Lady Branford exclaimed, “Bishops in the Tower! Surely we must think again about putting Edward into the Church. It is becoming as dangerous as the army is for our poor Henry. With Nathaniel to help Edward with his studies, he could stay in Cambridge and become a great figure at the University. I believe the Deans of the Colleges live very comfortably.”

Lord Branford’s sneer at this showed Nat plainly what his Lordship thought of his wife’s opinions. “You will find,” he said, not glancing at her but addressing them all, “that appointments to high places will soon be made directly by Parliament.”

The next day Edward asked Nat if he still wanted to see the sights in spite of the unrest. Rather to his own surprise, Nat was keen to go out. It was not enough to hear the news at second-hand from Lord Branford.

The nearer they walked towards Westminster the greater became the feeling of tension. They could see officers exercising the Trained Bands and some excited onlookers said the King had ordered the Lord Mayor to use them to put down rioters. Others equally vehemently said Mr Pym demanded them to guard Parliament.

“I wouldn’t like to be the Lord Mayor,” Edward said. “Shall we get off the streets and go on the river?”

He led Nat down a set of steps to one of the many landing stages where wherries could be hired. The boatman, seeing Edward pull out an expensive looking purse, charged what Nat thought an exorbitant fee, but once they were on the water he could only marvel at the buildings crowded along the waterfront, at the amazing sight of London Bridge covered with houses and shops, and the Thames itself creeping sluggishly to the sea while across its brown slimy surface hundreds of boats of all shapes and sizes scuttled like beetles or clove their imperious way. The immensity of London’s business stunned both his mind and his senses.

“I wouldn’t have missed that for anything,” he told Edward when they were set down at another set of steps and found their way home by a different route. “My eyes are exhausted with looking.”

Edward laughed, pleased, and promised to show him more every day, but on January 3rd they heard on the streets, before Lord Branford could bring the news home to them, that the Attorney General on the orders of the King had accused five Members of the Commons including Pym himself of High Treason.

“The King will have his revenge for the Bishops,” a costermonger commented.

“If he sends armed men to Parliament there will be war.” A tailor with a needle threaded through the sleeve of his coat had come to the door of his workshop. There was something familiar about his small wiry figure and elfish features under cropped black hair that puzzled Nat till he saw below his signboard the painted name, Saul Hutton.

He pulled Edward quickly past. “I think that’s Ben Hutton’s father.”

“Should we not stop and greet him.”

“Have sense, man. If Ben is about, he will start yelling that we are King’s men.”

“By heaven, you’re right.” Edward nearly broke into a run but Nat grabbed his arm.

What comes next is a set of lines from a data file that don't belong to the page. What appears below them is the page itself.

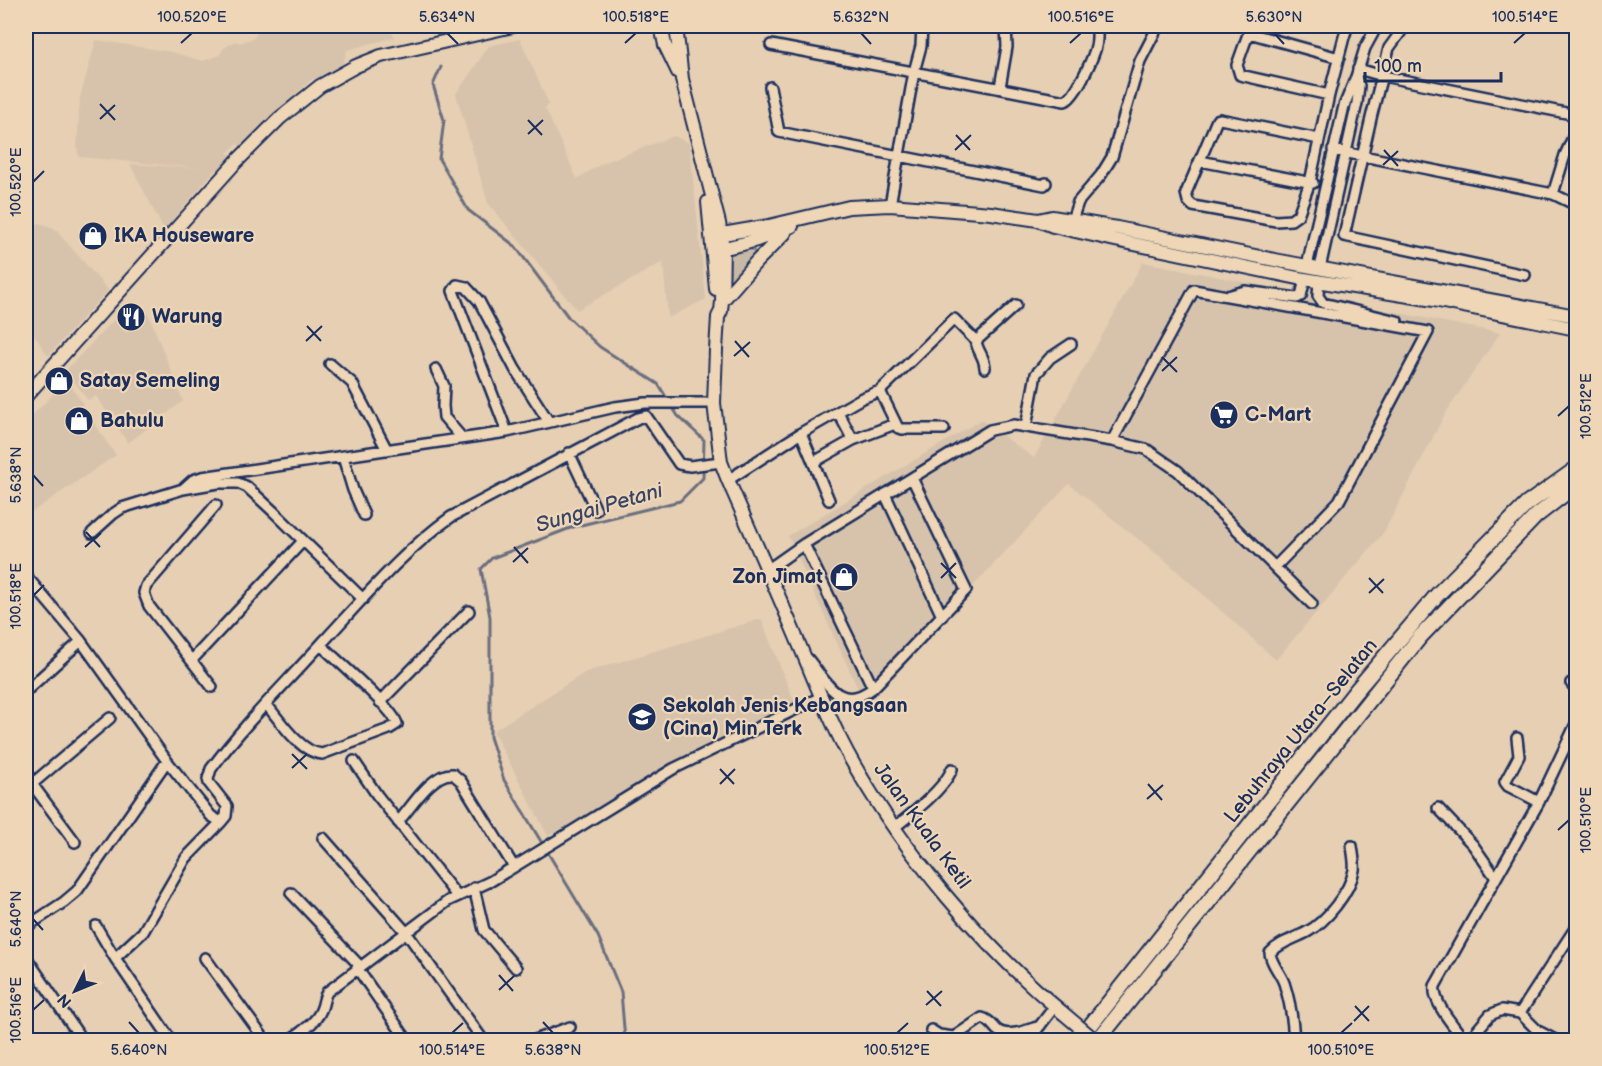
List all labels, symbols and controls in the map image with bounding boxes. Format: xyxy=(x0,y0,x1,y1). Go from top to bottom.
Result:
text: 100.520°E xyxy=(157,8,227,27)
text: 5.634°N xyxy=(419,8,475,27)
text: 100.518°E xyxy=(603,8,669,27)
text: 5.632°N xyxy=(833,8,889,27)
text: 100.516°E xyxy=(1048,8,1114,27)
text: 5.630°N xyxy=(1246,8,1302,27)
text: 100.514°E xyxy=(1492,8,1558,27)
scale bar xyxy=(1365,45,1502,83)
text: 100 m xyxy=(1374,56,1422,77)
text: 100.520°E xyxy=(7,147,26,217)
shop icon: IKA Houseware xyxy=(77,220,109,252)
place label: IKA Houseware xyxy=(114,224,254,248)
restaurant icon: Warung xyxy=(115,301,147,333)
place label: Warung xyxy=(152,305,223,329)
shop icon: Satay Semeling xyxy=(43,365,75,397)
place label: Satay Semeling xyxy=(80,369,220,393)
text: 100.512°E xyxy=(1577,373,1596,439)
supermarket icon: C-Mart xyxy=(1208,399,1240,431)
place label: C-Mart xyxy=(1245,403,1311,427)
shop icon: Bahulu xyxy=(63,405,95,437)
place label: Bahulu xyxy=(100,409,164,433)
text: 5.638°N xyxy=(7,447,26,503)
water label: Sungai Petani xyxy=(533,478,667,538)
shop icon: Zon Jimat xyxy=(828,561,860,593)
text: 100.518°E xyxy=(7,563,26,629)
place label: Zon Jimat xyxy=(733,565,823,589)
street label: Lebuhraya Utara–Selatan xyxy=(1219,634,1383,828)
place label: Sekolah Jenis Kebangsaan (Cina) Min Terk xyxy=(663,694,908,741)
school or university icon: Sekolah Jenis Kebangsaan (Cina) Min Terk xyxy=(626,701,658,733)
street label: Jalan Kuala Ketil xyxy=(868,758,976,894)
text: 100.510°E xyxy=(1577,787,1596,853)
text: 5.640°N xyxy=(7,891,26,947)
north arrow xyxy=(45,961,105,1021)
text: 100.516°E xyxy=(7,977,26,1043)
text: N xyxy=(54,989,76,1011)
text: 5.640°N xyxy=(111,1041,167,1060)
text: 100.514°E xyxy=(419,1041,485,1060)
text: 5.638°N xyxy=(525,1041,581,1060)
text: 100.512°E xyxy=(864,1041,930,1060)
text: 100.510°E xyxy=(1308,1041,1374,1060)

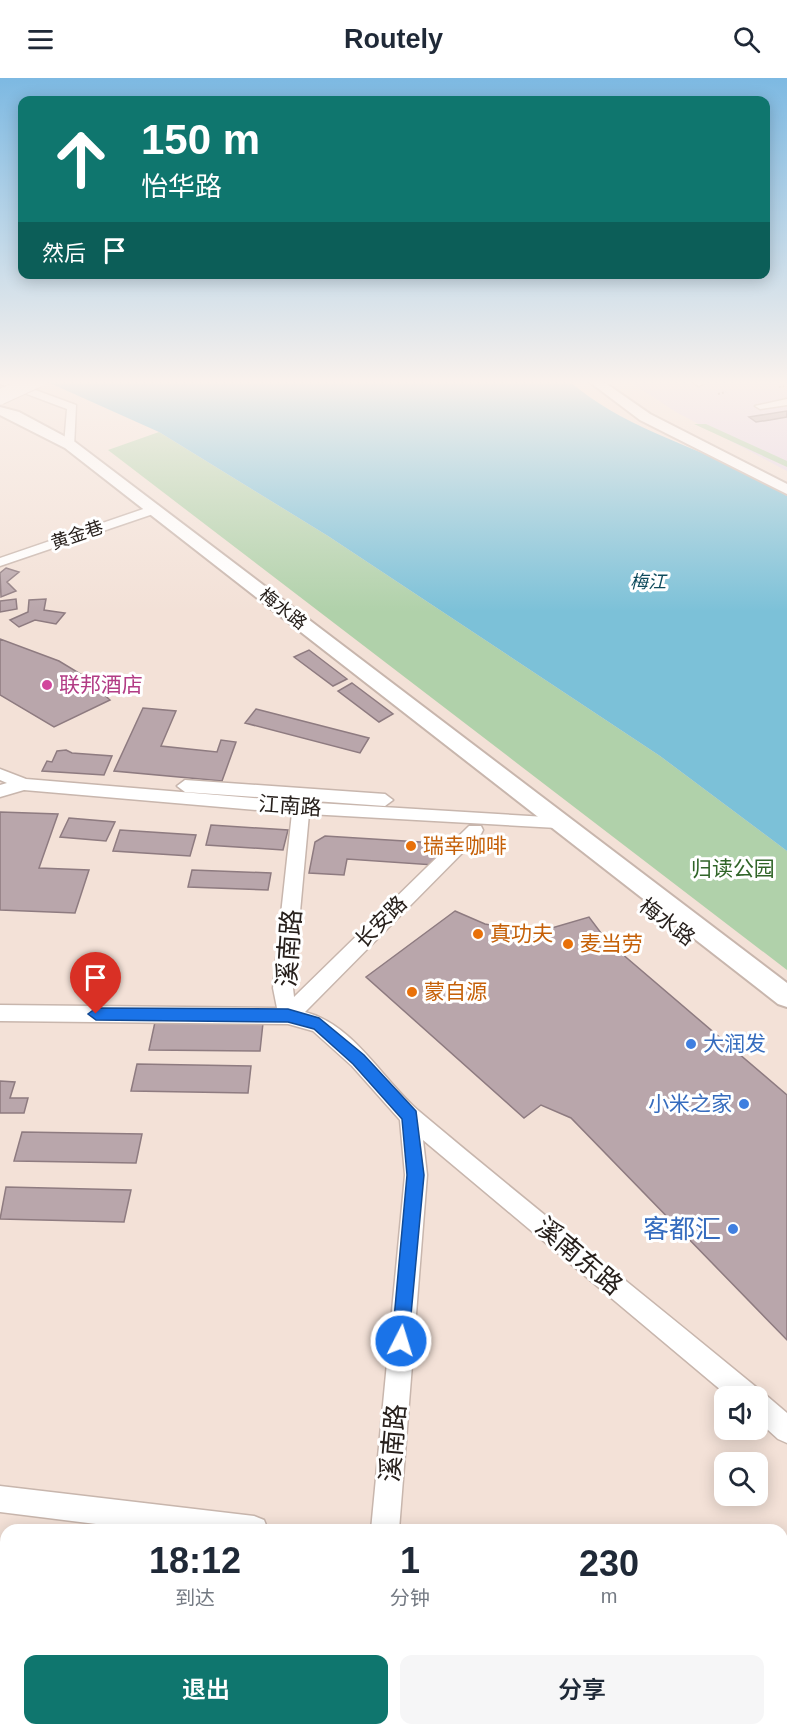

“Hurrying draws attention.”

Already he felt that Edward’s hat with his long curly hair emerging onto the furred collar of his cloak was attracting unwelcome glances. Nat kept his own distinctive flaxen hair short enough to be mostly hidden by his very plain black hat.

They made their way onto a broader thoroughfare where they saw another of the Trained Bands drawn up. At least that was authority of a kind. And so little by little they reached the Branfords’ house in safety.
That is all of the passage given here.